Monday, Aug. 13, 1984
Preserving the Great Salt Lake
By Natalie Angier
Utah struggles to tame a body of water turned outlaw
For three miles beyond what was once the eastern edge of the Great Salt Lake in Utah, cottonwood and birch trees stand in 9 ft. of brackish water, their trunks burned and their branches leafless. Dead wood and decaying, bloated carp litter the shore. Roads are flooded out, towers for power lines sit in muddy pools, and farther south, the famed Saltair resort with its Moorish-style gold domes is shut down.
Roiled since 1982 by prodigious storms, the 30-mile-wide Great Salt Lake has risen 10 ft., its fastest climb ever, overspilling its borders and flooding the land around it. What was once the driest state in the union after Nevada is fast becoming a water wasteland: tens of millions of dollars' worth of property has been destroyed, wildlife has diminished catastrophically, and tourism around the lake has bottomed out. Says Utah Governor Scott Matheson, with tragicomic wit: "It's a helluva way to run a desert."
In an effort to stem the tide of destruction, workers with the Southern Pacific Railroad maneuvered a large crane last week along a 27-mile causeway built of 50 million cu. yds. of rock, sand and gravel that divides the lake into north and south sections. The aim of the engineers: to begin carving a 300-ft. breach in the causeway, the final step in a three-month, $3.2 million project. If they are successful, water on the south side of the lake will fall about 9 in. during the next two months, lessening the threat of floods to Salt Lake City, nearby suburbs, interstate highways and railroads. The north segment of the lake, located in a thinly populated area, could climb as much as 3 ft.
The recent deluge is only the latest crisis in the Great Salt Lake's erratic history. Lying in the Great Basin between the Rockies and Sierra Nevadas, the lake collects runoff from the nearby Wasatch Range. Its only outlet is through evaporation, so the lake becomes 2 million tons richer each year in mountain minerals that have no means of escape. Some parts of the lake can be eight times saltier than the ocean. Perhaps even more remarkable, the Great Salt Lake generates its own weather system, known as the dreaded lake effect (DLE). During early spring, when a storm moves into the area, the clouds over the lake are often colder than the water. As a result, warm air laden with moisture rises into the clouds, intensifying the storm. Normally, the most significant impact of the DLE is to enliven the skiing season with a few extra feet of snow. But in the 1870s the lake swelled to an alltime high of 4,211.6 ft. above sea level. In 1983, April showers followed an exceptionally snowy winter and led to this year's peak of 4,209.25 ft. Larger in an average year than Rhode Island, the lake has grown by 30%, to 2,250 sq. mi. As one Utah meteorologist puts it, "If you compared it to earthquakes, it would be as if you had a Richter scale from one to ten, and the last two years were 15."
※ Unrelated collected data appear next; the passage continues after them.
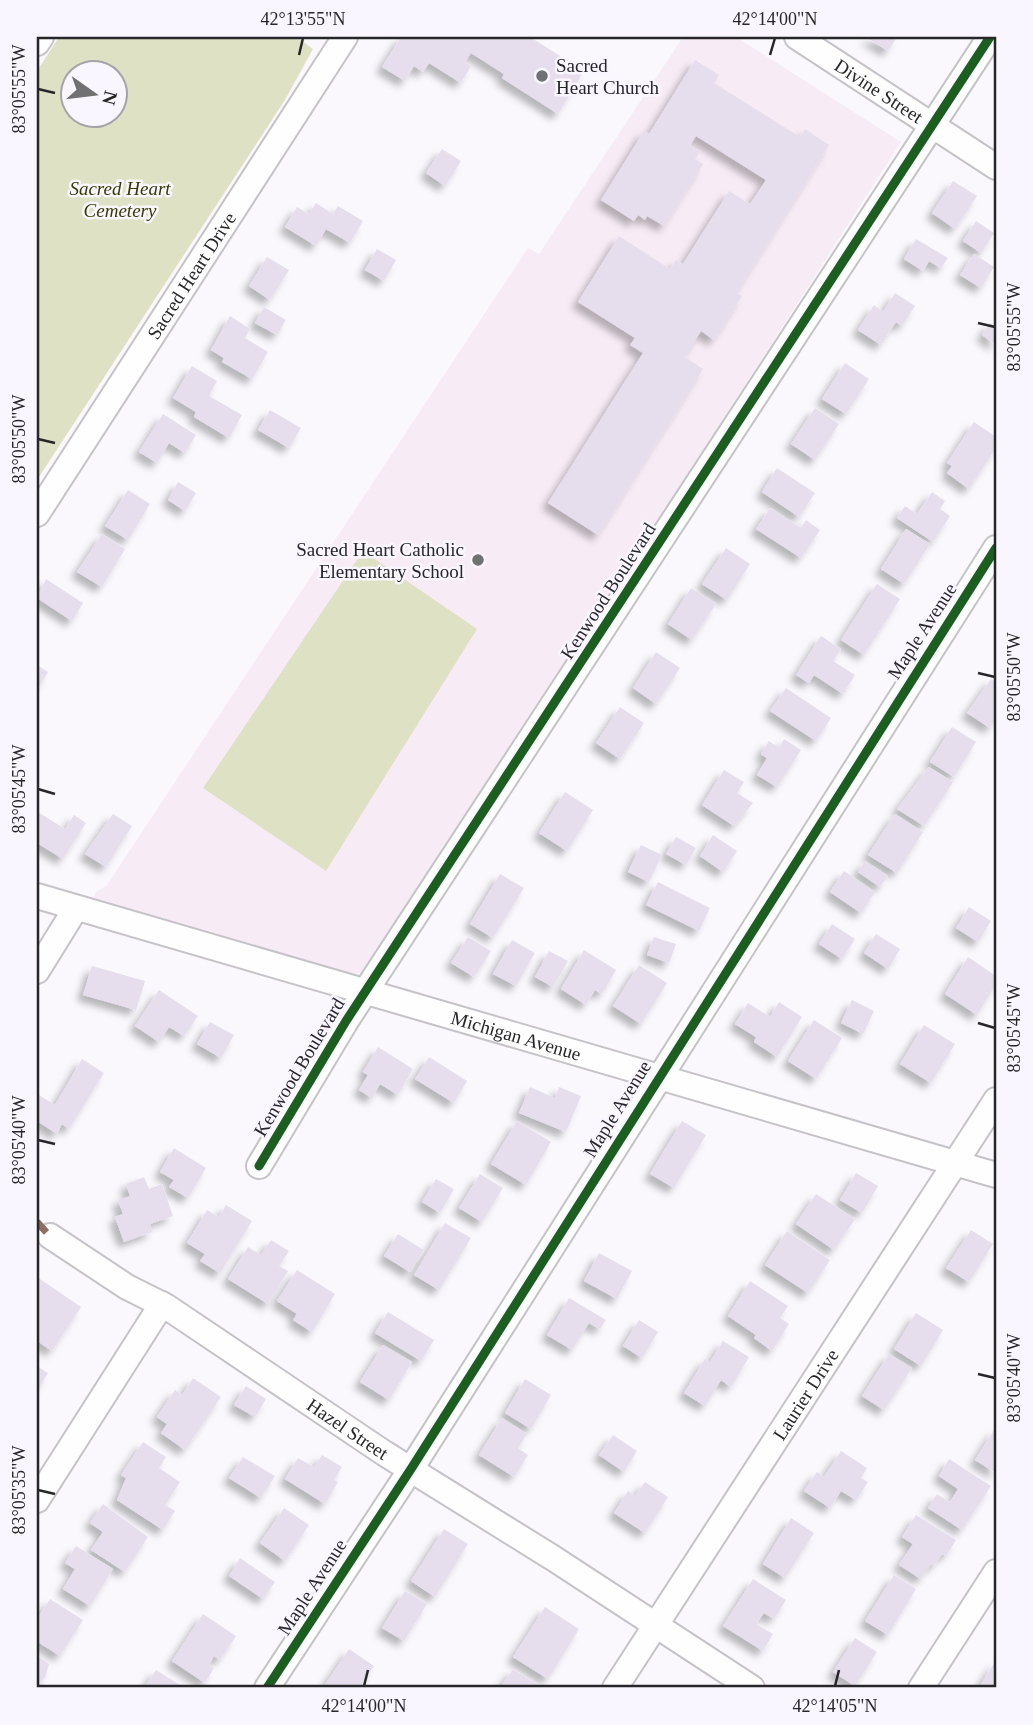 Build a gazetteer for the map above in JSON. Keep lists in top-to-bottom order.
{
  "streets": {
    "street": [
      "Divine Street",
      "Sacred Heart Drive",
      "Kenwood Boulevard",
      "Maple Avenue",
      "Michigan Avenue",
      "Laurier Drive",
      "Hazel Street"
    ]
  },
  "crossings": [
    ["Divine Street", "Kenwood Boulevard"],
    ["Kenwood Boulevard", "Michigan Avenue"],
    ["Maple Avenue", "Michigan Avenue"],
    ["Maple Avenue", "Hazel Street"],
    ["Michigan Avenue", "Laurier Drive"],
    ["Laurier Drive", "Hazel Street"]
  ],
  "parks": ["Sacred Heart Cemetery"],
  "places": ["Sacred Heart Church", "Sacred Heart Catholic Elementary School"],
  "north": "right",
  "coordinates": [
    "42°13'55\"N",
    "42°14'00\"N",
    "83°05'55\"W",
    "83°05'50\"W",
    "83°05'45\"W",
    "83°05'40\"W",
    "83°05'35\"W",
    "42°14'05\"N"
  ]
}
With an emergency at hand, the state spent $21 million to raise the interstate highway at the south end of the lake and another $50 million to clean up damaged Salt Lake City. Companies operating at waterside constructed dikes to protect their faculties.
The lake's expansion was disastrous for the region's wildlife. Forty years ago, Utah and the Federal Government created a series of vital state refuges, 400,000 acres of fresh-water marshes fed by mountain streams and protected from the saline lake by small dikes. Now three-quarters of all the marshlands have been flooded with salt water, which has killed the fish and driven away nesting birds. Some 300,000 of the 400,000 ducks that normally hatch each year have been lost, and the reproduction rate of Canadian geese has been cut in half. Officials also fear for the habitats of endangered bald eagles and peregrine falcons. Says Sam Manes, a biologist with the Utah State Division of Wildlife Resources: "I wish this hadn't happened in my lifetime. I may never see the lake go down again."
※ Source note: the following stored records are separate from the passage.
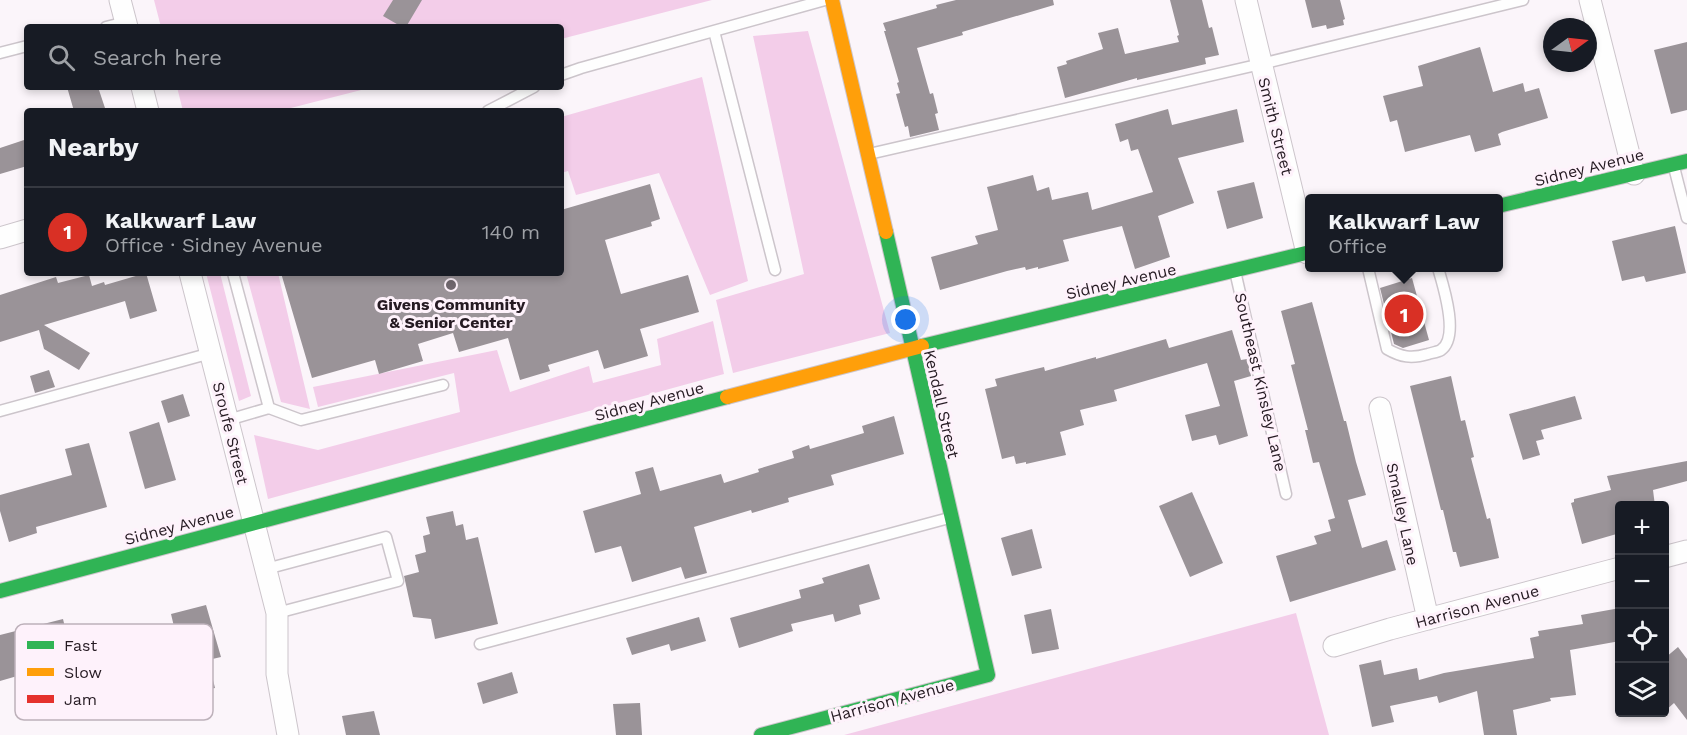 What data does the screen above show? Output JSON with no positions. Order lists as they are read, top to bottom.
{
  "streets": {
    "main road": ["Sidney Avenue", "Kendall Street", "Harrison Avenue"],
    "street": ["Smith Street", "Sroufe Street", "Smalley Lane"],
    "lane": ["Southeast Kinsley Lane"]
  },
  "crossings": [
    ["Sidney Avenue", "Southeast Kinsley Lane"],
    ["Sidney Avenue", "Kendall Street"],
    ["Sidney Avenue", "Sroufe Street"],
    ["Kendall Street", "Harrison Avenue"],
    ["Smalley Lane", "Harrison Avenue"]
  ],
  "places": ["Givens Community & Senior Center"],
  "legend": ["Fast", "Slow", "Jam"],
  "north": "right",
  "page": {
    "search": "Search here",
    "heading": "Nearby",
    "list": [
      {
        "mark": "1",
        "name": "Kalkwarf Law",
        "note": "Office · Sidney Avenue",
        "value": "140 m"
      }
    ],
    "popup": ["Kalkwarf Law", "Office"],
    "pins": "1",
    "map_buttons": ["+", "−"]
  }
}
Despite the threatened disappearance of this natural paradise, some quarters staunchly oppose the breach idea. Before the flooding, the causeway had unbalanced the salinity of the lake, giving the north end a salt content of about 28%, in contrast to the south's 12%. That discrepancy has been a particular boon to the Great Salt Lake Minerals & Chemicals Corp., the largest company to mine the northern waters for salt and potassium. Because the causeway breach will eliminate the disparity and further reduce mining efficiency, GSL fears that its $85 million plant and 300 employees will be put out of business. It sued unsuccessfully in federal court to stop the project. Says GSL President Peter Behrens: "It's amazing that the Government can expropriate our livelihood without giving us any compensation."
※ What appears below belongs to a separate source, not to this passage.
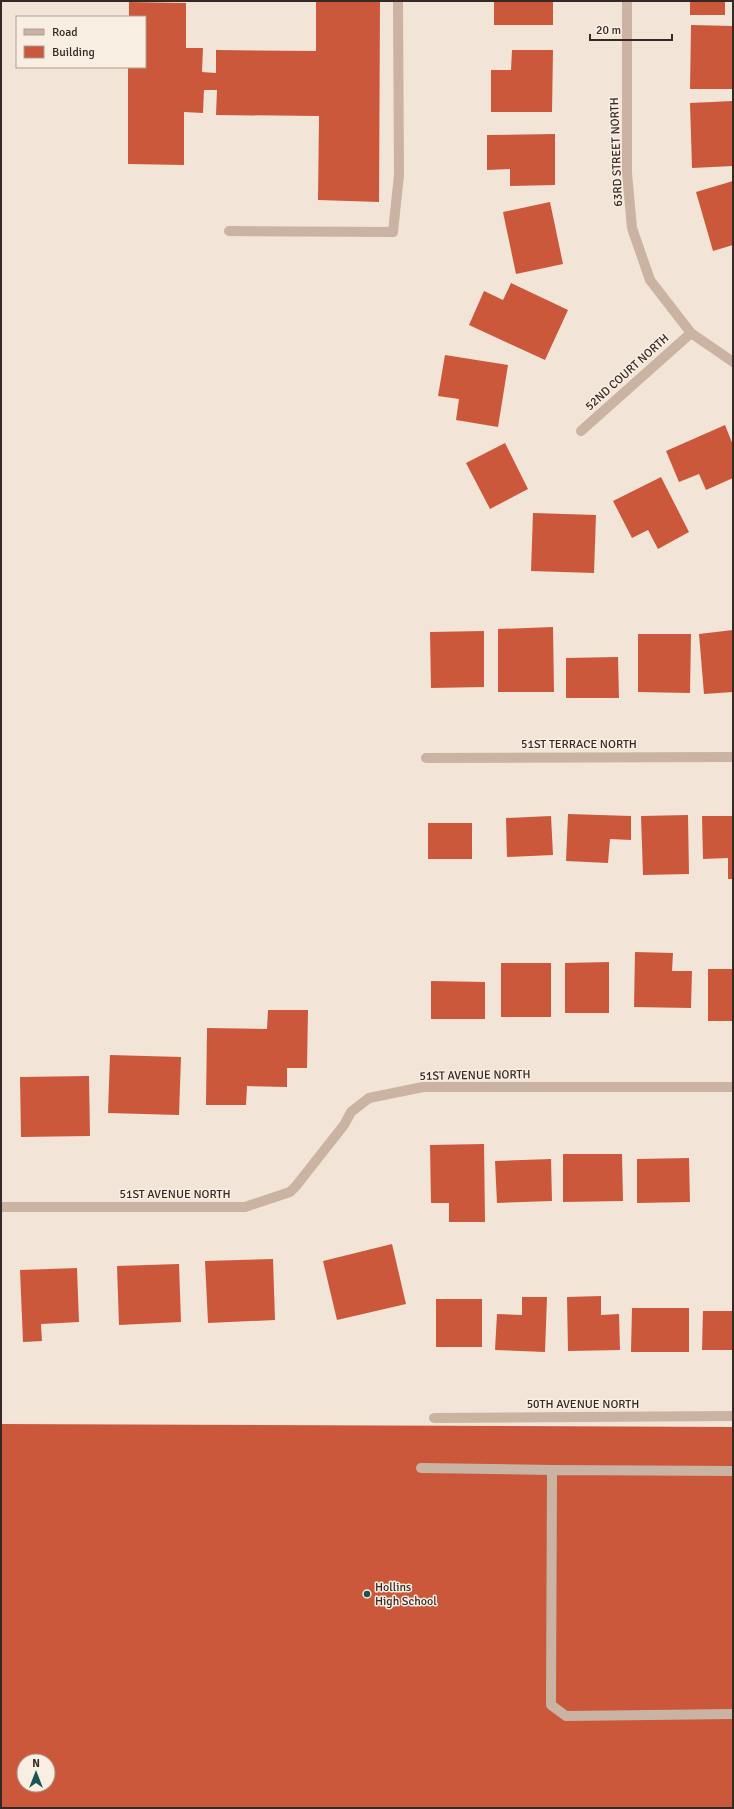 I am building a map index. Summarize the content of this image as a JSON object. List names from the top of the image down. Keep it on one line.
{"streets":{"street":["63RD STREET NORTH","52ND COURT NORTH","51ST TERRACE NORTH","51ST AVENUE NORTH","50TH AVENUE NORTH"]},"crossings":[["63RD STREET NORTH","52ND COURT NORTH"]],"places":["Hollins High School"],"legend":["Road","Building"],"scale_bar":"20 m","north":"top"}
The most nagging problem of all, however, is the unpredictability of the region's weather. The new channel in the causeway will certainly help if flooding continues next year, a condition the weather service now predicts. But the Great Salt Lake is a kind of watery manic-depressive: it has undergone four major up-and-down cycles in the past century. The lake's fitful behavior makes it difficult to justify huge sums of remedial money for what may be temporary ills. Says Governor Matheson: "It's hard to make long-range solutions for too much water when several years from now, we may not even have that problem." --By Natalie Angier.